In hybrid rooms, the different type of medical images that can be transmitted by 5G systems and processed by medical applications are e.g.:
-
Ultra-high-resolution video generated by endoscopes where it is expected that some scopes will produce up to 8K uncompressed (or compressed without quality loss) video, with the perspective to support also HDR (High Dynamic Range) for larger colour gamut management (up to 10 bits per channel) as well as HFR (High Frame Rate), i.e.; up to 120 fps. This will allow surgeons to distinguish small details like thin vessels and avoid any artefact that could potentially conduct surgeons to take wrong decisions.
-
2D Ultrasound images: A 2D ultrasound typically produces a data stream of uncompressed images of 512x512 pixels with 32 bits per pixel at 20 fps (up to 60 fps in the fastest cases), resulting in a data rate of 160 Mbit/s up to 500 Mbit/s.
-
3D Ultrasound volumes: Dedicated 3D probes tend to work at higher data rates, i.e. above 1 Gbit/s of raw data, and are expected to reach multi gigabit data rates in future (e.g. producing 3D Cartesian volumes of 256 x 256 x 256 voxels each encoded with 24 bits at 10 volumes per second or better).
-
CT/MR scans: Images can range from a resolution of 1024x2024 to 3000x3000 pixels where higher resolutions are used for diagnosis purpose and lower ones are more suitable to fluoroscopy. In general, the frame rate is variable (5 to 30fps typically) where higher values are used to monitor moving organs in real time. Finally, colour depths of 16bits is considered in general.
In another deployment option, when specialists and patients are located at different places, medical applications can consume communication services delivered by PLMNs. In this case, the 5G system helps decoupling location from quality of care, and save countless hours for doctors and surgeons, who will be able to "beam" themselves to operating rooms, incident sites and medical houses, rather than having to be physically present.

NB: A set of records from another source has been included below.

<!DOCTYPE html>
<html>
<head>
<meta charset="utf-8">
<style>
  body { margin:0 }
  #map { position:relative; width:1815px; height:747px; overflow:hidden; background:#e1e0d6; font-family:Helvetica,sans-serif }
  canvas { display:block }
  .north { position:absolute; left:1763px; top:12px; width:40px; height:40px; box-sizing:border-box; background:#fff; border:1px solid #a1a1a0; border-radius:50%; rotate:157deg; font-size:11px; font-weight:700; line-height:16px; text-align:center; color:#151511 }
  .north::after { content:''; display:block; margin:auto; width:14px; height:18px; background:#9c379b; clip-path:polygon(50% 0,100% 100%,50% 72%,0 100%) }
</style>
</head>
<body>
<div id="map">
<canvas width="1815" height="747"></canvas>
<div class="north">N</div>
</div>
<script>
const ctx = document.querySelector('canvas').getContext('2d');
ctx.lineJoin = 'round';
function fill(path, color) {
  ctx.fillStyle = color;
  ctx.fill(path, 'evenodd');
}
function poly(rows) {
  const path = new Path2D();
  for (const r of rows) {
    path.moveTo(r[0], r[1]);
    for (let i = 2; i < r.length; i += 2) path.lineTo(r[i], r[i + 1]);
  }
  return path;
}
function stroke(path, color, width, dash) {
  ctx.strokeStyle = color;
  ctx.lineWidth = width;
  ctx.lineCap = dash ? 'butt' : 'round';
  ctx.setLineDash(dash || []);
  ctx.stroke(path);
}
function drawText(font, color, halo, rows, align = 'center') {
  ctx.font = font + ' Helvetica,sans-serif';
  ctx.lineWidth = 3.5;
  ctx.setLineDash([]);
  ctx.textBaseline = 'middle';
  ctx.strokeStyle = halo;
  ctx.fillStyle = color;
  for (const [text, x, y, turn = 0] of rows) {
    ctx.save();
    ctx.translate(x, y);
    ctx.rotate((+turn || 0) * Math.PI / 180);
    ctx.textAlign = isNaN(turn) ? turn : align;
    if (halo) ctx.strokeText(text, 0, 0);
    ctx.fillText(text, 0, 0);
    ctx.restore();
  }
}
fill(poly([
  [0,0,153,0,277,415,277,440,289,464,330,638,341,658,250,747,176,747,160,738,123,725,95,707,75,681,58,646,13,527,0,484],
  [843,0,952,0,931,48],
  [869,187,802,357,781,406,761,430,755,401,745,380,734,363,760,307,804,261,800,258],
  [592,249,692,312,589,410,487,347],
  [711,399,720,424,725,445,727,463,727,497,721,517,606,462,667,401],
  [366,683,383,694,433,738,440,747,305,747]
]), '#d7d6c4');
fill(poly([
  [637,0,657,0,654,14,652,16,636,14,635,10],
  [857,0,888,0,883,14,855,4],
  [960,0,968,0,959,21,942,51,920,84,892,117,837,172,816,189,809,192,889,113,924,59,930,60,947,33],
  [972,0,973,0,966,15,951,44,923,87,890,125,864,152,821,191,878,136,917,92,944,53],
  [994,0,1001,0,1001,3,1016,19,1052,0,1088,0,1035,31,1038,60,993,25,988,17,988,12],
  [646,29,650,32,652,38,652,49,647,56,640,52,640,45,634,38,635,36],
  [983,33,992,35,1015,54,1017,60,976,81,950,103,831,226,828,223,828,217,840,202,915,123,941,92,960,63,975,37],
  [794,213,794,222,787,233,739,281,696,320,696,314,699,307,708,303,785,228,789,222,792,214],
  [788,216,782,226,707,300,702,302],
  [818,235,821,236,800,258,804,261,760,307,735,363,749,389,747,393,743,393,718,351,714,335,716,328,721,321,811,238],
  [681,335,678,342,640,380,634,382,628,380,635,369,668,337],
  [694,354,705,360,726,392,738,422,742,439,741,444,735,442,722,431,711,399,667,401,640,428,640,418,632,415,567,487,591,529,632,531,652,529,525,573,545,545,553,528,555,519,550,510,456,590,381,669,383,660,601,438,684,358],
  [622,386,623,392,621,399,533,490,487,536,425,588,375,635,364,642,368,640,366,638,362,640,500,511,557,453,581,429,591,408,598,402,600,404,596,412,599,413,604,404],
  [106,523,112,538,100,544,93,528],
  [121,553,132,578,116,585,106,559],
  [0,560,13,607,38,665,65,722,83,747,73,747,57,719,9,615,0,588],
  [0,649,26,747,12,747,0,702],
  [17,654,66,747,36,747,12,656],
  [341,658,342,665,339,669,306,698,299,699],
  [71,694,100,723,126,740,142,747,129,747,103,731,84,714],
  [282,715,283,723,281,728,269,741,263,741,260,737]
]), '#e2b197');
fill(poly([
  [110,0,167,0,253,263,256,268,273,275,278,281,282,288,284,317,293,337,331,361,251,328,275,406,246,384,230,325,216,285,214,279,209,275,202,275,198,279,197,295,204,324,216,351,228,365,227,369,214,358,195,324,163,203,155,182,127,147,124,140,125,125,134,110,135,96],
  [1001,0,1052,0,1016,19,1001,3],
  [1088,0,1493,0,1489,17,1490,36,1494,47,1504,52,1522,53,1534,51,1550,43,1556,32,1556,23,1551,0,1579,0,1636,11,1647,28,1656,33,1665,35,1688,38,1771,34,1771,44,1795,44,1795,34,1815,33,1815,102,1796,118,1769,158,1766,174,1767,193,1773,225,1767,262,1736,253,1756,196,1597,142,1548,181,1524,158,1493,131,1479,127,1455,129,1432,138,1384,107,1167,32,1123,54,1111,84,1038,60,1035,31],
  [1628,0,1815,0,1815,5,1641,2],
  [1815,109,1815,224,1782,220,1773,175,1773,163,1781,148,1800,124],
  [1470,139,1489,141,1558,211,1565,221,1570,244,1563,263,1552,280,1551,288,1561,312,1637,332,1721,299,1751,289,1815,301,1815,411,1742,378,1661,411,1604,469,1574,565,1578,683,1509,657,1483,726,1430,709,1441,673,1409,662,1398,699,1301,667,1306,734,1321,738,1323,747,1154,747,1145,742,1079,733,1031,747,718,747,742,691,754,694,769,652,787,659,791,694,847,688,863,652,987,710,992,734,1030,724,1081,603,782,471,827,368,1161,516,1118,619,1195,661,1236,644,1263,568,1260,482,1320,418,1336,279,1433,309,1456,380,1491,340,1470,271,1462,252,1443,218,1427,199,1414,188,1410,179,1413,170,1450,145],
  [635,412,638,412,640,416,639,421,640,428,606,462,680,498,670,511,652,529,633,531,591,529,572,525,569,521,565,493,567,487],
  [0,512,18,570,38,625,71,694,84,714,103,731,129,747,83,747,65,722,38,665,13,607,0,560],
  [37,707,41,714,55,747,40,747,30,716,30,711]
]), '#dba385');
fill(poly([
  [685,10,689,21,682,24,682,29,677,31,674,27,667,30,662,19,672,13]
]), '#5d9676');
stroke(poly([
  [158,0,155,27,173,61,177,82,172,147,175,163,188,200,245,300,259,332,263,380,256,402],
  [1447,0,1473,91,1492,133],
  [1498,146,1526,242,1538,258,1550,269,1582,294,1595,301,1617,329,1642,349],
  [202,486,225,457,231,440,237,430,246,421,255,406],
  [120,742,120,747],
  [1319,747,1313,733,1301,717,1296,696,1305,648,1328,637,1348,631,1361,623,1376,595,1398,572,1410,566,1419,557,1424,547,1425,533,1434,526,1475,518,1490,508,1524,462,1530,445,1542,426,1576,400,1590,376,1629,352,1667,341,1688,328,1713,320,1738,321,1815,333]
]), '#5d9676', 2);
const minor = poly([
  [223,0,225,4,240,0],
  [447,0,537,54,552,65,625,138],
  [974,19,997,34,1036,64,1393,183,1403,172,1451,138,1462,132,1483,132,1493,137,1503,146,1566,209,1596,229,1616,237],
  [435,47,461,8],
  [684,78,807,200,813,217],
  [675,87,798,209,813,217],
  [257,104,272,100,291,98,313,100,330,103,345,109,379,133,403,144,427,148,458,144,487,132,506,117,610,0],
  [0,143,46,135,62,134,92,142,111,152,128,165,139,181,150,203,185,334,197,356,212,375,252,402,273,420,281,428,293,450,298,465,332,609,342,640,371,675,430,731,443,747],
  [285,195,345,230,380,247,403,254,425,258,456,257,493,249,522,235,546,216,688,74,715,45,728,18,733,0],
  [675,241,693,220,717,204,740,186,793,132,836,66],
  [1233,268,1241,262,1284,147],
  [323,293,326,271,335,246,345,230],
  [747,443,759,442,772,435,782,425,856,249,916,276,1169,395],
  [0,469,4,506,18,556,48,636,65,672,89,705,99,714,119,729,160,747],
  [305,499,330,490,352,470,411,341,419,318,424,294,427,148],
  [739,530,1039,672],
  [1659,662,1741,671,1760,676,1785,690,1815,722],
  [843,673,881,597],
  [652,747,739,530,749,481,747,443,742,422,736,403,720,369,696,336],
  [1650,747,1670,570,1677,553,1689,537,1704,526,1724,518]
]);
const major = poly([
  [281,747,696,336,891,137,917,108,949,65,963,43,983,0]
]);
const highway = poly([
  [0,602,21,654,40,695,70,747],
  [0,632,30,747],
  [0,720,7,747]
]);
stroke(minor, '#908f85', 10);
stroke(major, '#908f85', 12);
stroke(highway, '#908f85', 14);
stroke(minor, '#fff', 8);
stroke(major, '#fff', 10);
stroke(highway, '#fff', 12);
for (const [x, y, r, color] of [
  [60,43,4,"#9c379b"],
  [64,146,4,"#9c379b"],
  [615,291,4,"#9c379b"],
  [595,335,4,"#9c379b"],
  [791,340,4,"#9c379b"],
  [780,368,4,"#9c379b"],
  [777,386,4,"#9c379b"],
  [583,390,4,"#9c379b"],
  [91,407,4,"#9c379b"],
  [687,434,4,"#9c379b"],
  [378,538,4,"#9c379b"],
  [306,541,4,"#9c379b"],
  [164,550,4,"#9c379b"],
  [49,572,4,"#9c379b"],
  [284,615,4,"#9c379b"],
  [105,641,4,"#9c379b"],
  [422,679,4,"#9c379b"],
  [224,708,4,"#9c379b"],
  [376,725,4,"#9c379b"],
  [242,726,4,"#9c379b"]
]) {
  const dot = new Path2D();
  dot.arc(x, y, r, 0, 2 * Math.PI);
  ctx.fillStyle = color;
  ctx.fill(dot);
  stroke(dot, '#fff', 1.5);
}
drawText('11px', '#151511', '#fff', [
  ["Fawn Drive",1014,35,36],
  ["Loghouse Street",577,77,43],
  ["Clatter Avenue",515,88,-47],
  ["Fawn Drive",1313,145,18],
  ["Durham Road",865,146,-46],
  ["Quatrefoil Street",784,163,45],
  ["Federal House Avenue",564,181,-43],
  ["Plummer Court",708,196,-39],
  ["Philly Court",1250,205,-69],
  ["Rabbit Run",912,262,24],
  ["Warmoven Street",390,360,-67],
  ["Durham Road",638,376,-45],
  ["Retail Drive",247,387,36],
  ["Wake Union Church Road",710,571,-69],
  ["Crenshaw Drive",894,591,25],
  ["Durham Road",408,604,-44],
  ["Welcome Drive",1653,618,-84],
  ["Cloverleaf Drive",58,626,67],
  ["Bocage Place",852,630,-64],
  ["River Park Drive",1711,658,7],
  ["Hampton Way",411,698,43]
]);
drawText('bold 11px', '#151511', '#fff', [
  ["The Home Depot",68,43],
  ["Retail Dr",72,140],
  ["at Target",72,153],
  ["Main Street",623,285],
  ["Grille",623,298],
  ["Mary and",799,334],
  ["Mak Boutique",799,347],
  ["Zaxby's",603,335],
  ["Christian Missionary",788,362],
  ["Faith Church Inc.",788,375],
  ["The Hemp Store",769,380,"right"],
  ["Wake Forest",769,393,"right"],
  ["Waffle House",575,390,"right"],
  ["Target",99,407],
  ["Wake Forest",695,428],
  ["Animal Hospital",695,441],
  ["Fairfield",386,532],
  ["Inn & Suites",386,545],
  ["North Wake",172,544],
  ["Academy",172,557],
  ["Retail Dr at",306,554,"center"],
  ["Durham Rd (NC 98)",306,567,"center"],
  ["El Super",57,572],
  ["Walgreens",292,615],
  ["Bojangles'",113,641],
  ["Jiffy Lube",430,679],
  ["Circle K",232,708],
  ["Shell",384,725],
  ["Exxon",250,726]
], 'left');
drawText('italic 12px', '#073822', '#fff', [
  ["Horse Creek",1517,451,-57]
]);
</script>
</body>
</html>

The same type of images as in hybrid rooms is assumed when considering a communication over a PLMN although with different tradeoffs on image resolution, end to end latency and compression algorithms. The key here is to allocate the necessary high priority resources fulfilling SLAs suitable to the transport of medical data (with special care taken on medical data integrity and confidentiality) over a geographical area covering the place where the care is delivered.
Finally, in all types of deployments, it shall also be noted that each equipment involved in image generation, processing and display shall be synchronized thanks to a common clock either external or provided by the 5G system. The synchronization is often achieved through dedicated protocols such as e.g. PTP version 2 and allows to e.g. guarantee correct recombination of two data streams in a single and accurate A/R image by the A/R application, or enable offline replay of the whole procedure.